§ **What you should do**: Return only those lines of the material that contain "start".

§ **Given data**:
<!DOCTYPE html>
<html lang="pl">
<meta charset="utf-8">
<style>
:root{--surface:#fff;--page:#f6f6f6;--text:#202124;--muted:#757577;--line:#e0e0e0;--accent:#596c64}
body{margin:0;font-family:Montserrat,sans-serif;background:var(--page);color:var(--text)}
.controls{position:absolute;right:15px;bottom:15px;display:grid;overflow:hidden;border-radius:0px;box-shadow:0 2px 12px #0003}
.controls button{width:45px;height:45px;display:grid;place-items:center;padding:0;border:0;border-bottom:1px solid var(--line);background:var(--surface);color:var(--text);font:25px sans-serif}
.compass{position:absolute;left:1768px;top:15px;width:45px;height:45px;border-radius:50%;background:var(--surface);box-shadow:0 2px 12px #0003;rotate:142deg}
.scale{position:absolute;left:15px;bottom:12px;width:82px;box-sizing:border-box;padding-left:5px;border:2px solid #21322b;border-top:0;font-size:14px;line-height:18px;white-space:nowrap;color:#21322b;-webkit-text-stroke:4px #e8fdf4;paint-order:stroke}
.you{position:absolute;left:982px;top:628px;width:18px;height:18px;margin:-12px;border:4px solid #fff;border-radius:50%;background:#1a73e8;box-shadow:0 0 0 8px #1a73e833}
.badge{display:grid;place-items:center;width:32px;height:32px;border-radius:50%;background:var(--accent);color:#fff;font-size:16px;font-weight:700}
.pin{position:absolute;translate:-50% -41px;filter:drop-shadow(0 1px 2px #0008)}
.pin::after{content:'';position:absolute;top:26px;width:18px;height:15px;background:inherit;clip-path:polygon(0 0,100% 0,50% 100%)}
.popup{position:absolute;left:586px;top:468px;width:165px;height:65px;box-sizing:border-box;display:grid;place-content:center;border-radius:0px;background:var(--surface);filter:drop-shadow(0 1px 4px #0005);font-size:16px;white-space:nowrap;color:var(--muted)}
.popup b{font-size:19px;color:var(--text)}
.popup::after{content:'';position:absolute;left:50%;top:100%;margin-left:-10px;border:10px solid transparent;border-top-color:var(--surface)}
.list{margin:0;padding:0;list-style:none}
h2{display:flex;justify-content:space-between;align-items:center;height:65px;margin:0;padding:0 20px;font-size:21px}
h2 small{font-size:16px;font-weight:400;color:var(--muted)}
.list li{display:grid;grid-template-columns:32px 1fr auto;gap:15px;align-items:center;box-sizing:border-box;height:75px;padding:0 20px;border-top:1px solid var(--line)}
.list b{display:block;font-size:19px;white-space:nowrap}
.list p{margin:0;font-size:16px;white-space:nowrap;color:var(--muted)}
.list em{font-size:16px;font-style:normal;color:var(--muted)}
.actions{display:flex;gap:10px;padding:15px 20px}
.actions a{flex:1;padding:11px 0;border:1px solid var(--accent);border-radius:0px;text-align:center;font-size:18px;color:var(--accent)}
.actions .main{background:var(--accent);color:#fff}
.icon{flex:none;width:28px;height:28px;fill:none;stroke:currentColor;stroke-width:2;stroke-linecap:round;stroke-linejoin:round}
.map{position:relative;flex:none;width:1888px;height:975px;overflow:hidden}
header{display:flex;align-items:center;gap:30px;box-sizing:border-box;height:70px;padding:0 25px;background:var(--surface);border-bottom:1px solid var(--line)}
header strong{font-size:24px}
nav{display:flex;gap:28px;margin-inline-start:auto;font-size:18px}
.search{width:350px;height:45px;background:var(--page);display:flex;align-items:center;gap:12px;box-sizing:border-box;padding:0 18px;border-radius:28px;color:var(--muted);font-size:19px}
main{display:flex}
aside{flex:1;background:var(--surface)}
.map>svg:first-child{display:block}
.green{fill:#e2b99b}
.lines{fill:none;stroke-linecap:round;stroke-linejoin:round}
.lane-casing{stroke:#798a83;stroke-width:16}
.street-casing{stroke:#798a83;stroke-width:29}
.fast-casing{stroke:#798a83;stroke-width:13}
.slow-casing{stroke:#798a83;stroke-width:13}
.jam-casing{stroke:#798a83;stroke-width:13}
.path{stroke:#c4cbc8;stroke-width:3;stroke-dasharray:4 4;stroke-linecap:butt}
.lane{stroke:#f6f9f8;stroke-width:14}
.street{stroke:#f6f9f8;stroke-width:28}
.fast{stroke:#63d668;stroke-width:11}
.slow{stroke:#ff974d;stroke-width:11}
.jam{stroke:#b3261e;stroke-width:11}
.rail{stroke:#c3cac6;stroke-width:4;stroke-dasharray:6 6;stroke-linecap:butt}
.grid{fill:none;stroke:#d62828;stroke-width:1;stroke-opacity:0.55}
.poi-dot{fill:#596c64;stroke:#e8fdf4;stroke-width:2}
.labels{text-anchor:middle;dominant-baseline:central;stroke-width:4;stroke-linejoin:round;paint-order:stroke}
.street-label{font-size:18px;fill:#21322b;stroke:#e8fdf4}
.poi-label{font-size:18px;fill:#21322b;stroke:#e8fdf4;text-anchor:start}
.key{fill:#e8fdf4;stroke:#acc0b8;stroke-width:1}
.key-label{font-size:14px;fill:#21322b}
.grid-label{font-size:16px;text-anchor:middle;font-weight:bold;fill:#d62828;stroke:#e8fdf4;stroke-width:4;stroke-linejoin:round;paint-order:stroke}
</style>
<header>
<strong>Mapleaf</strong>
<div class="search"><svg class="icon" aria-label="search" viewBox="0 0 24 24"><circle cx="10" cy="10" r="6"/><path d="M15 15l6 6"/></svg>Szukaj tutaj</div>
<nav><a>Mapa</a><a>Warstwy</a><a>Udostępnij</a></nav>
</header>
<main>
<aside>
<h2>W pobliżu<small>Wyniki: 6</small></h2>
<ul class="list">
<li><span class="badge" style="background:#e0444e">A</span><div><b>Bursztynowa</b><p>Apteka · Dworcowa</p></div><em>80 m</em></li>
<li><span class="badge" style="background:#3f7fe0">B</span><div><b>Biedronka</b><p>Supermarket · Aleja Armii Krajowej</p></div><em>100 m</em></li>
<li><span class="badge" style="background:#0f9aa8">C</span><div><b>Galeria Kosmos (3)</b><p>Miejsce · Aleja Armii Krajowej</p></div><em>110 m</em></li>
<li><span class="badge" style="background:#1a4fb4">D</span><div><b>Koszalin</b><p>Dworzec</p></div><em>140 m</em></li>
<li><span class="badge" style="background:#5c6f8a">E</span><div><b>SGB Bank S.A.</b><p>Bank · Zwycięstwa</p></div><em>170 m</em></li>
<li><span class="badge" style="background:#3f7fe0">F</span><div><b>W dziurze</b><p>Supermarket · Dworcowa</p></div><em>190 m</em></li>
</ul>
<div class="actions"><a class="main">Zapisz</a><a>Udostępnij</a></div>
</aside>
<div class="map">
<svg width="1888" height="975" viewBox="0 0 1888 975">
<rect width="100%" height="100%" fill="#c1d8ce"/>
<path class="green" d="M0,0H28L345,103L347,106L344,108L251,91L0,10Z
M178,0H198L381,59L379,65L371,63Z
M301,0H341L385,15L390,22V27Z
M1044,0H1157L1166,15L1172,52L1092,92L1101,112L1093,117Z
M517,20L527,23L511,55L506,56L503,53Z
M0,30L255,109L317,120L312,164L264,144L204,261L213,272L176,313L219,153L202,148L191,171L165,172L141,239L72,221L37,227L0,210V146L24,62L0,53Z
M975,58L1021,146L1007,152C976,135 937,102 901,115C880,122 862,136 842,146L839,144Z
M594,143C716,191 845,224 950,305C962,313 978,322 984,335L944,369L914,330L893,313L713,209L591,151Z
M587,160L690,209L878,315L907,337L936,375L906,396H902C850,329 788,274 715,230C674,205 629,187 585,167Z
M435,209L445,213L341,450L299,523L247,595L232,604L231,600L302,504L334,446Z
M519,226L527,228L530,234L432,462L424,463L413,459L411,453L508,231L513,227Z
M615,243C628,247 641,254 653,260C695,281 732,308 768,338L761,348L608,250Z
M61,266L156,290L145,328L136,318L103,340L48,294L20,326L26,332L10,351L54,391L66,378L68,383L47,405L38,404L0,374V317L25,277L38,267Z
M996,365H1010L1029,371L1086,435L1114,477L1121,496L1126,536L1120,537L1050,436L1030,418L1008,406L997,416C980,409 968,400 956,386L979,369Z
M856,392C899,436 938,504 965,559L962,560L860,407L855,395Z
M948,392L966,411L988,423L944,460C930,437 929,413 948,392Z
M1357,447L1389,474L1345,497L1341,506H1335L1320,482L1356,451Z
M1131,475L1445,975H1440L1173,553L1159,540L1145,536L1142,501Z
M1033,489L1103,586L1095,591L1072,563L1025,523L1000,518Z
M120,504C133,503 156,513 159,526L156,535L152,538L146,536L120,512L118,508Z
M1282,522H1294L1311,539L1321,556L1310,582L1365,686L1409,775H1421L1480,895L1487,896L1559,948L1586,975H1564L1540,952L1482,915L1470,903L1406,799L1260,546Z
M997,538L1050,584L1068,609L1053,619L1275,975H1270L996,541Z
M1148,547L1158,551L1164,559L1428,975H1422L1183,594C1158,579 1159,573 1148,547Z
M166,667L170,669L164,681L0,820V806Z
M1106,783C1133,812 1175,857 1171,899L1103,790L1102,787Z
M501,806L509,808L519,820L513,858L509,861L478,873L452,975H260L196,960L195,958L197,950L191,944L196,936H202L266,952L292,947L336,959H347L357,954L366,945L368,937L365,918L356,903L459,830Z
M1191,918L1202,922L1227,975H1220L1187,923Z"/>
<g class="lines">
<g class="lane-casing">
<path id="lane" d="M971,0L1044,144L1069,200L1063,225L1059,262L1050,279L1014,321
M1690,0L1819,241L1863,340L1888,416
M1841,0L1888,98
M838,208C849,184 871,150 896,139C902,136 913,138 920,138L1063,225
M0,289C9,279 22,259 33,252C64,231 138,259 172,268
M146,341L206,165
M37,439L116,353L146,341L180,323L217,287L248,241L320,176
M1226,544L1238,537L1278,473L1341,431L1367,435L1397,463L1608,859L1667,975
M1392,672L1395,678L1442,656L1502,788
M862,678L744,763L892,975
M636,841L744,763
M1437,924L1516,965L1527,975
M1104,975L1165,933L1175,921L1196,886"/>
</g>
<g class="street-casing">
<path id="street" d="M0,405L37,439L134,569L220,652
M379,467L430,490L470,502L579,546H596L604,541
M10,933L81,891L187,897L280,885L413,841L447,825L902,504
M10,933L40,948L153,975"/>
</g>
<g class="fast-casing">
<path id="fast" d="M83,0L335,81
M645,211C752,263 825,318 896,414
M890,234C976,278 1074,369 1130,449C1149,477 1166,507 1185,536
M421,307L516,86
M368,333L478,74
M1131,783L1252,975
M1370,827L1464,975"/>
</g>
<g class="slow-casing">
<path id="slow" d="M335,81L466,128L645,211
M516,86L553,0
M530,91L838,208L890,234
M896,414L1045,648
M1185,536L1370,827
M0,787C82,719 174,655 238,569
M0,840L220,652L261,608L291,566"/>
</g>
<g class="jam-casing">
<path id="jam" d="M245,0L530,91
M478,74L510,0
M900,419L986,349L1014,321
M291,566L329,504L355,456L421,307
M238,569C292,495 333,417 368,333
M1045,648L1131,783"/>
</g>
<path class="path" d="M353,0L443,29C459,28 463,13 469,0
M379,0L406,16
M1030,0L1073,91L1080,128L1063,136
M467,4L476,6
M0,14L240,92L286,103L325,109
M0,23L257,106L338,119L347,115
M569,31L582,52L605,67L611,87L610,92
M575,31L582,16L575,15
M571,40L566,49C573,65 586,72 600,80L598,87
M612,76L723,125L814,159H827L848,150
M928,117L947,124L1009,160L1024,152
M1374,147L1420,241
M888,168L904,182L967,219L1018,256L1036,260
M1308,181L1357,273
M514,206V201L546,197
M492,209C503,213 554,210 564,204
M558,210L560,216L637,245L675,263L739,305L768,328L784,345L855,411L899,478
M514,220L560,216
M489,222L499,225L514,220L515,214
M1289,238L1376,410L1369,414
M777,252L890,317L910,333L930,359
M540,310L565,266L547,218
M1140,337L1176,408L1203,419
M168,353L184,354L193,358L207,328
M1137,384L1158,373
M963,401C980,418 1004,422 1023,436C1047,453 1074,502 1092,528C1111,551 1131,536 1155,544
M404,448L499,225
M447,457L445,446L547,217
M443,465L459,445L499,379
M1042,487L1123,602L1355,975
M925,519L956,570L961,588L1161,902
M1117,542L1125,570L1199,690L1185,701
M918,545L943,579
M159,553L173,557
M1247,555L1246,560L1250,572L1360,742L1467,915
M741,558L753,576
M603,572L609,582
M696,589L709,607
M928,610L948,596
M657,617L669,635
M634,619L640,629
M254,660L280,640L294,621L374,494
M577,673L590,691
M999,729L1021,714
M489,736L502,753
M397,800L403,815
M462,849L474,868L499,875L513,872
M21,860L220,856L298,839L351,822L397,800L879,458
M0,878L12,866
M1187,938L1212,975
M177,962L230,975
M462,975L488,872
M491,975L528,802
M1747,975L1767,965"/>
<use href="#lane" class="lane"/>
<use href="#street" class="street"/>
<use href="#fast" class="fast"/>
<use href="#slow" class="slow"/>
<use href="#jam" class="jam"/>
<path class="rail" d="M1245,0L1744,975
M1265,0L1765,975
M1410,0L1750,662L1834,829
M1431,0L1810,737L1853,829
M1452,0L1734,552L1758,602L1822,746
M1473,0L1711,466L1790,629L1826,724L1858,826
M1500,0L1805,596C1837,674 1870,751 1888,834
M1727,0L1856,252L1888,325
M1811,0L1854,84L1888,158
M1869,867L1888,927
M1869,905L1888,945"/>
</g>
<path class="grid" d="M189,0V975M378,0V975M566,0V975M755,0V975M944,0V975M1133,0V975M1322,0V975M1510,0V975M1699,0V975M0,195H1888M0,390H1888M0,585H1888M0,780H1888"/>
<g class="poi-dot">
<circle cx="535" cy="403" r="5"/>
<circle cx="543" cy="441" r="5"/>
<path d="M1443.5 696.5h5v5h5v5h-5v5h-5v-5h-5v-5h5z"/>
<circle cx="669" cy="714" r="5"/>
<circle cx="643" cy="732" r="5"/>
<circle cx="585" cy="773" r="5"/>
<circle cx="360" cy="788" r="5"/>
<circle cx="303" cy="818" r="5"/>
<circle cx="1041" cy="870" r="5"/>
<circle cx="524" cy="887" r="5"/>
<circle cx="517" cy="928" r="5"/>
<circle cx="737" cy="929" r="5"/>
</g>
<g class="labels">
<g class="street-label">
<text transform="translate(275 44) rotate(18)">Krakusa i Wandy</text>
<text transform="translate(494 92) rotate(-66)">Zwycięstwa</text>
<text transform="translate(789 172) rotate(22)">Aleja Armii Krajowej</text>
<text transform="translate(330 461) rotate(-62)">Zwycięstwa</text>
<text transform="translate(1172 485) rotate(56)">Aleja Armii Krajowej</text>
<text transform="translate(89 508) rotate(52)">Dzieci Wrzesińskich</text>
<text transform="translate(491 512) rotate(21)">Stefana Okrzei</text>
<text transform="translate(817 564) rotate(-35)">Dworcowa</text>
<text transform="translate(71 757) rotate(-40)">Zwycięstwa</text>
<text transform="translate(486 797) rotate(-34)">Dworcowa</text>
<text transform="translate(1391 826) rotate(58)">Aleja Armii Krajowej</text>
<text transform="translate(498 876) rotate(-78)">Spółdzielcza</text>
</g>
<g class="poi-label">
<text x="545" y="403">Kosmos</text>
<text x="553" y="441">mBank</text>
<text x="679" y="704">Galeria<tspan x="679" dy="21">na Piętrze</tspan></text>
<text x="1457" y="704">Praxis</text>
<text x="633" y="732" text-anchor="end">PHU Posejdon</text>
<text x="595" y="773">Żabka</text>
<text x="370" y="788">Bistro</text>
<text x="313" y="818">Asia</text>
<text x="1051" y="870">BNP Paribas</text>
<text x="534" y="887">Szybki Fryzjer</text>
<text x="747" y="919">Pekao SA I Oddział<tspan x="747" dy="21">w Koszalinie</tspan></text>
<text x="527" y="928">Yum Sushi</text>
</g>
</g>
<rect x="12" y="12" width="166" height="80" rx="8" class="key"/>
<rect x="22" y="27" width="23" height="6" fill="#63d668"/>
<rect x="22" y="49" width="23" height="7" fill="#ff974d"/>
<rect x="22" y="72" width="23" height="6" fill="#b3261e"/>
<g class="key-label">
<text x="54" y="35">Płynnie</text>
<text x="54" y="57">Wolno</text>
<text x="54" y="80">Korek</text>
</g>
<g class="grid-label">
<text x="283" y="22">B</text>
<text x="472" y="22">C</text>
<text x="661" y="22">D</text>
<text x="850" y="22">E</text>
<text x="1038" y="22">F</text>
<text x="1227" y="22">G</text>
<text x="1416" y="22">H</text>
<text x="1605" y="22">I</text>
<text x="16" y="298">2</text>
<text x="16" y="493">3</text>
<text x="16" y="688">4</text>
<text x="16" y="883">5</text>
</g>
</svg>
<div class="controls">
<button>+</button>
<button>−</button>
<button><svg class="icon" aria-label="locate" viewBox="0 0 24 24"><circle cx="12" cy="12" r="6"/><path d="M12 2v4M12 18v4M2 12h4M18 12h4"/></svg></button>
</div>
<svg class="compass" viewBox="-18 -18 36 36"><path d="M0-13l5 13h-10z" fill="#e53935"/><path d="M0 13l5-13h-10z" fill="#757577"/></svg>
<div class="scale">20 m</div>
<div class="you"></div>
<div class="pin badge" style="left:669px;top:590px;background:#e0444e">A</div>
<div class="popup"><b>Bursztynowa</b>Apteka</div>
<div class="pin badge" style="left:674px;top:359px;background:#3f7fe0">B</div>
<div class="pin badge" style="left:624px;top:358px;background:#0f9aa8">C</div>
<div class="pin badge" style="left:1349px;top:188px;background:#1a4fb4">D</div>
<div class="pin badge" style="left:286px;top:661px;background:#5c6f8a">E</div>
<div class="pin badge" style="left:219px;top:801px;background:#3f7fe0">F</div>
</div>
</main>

§ **Answer to the exercise**:
nav{display:flex;gap:28px;margin-inline-start:auto;font-size:18px}
.poi-label{font-size:18px;fill:#21322b;stroke:#e8fdf4;text-anchor:start}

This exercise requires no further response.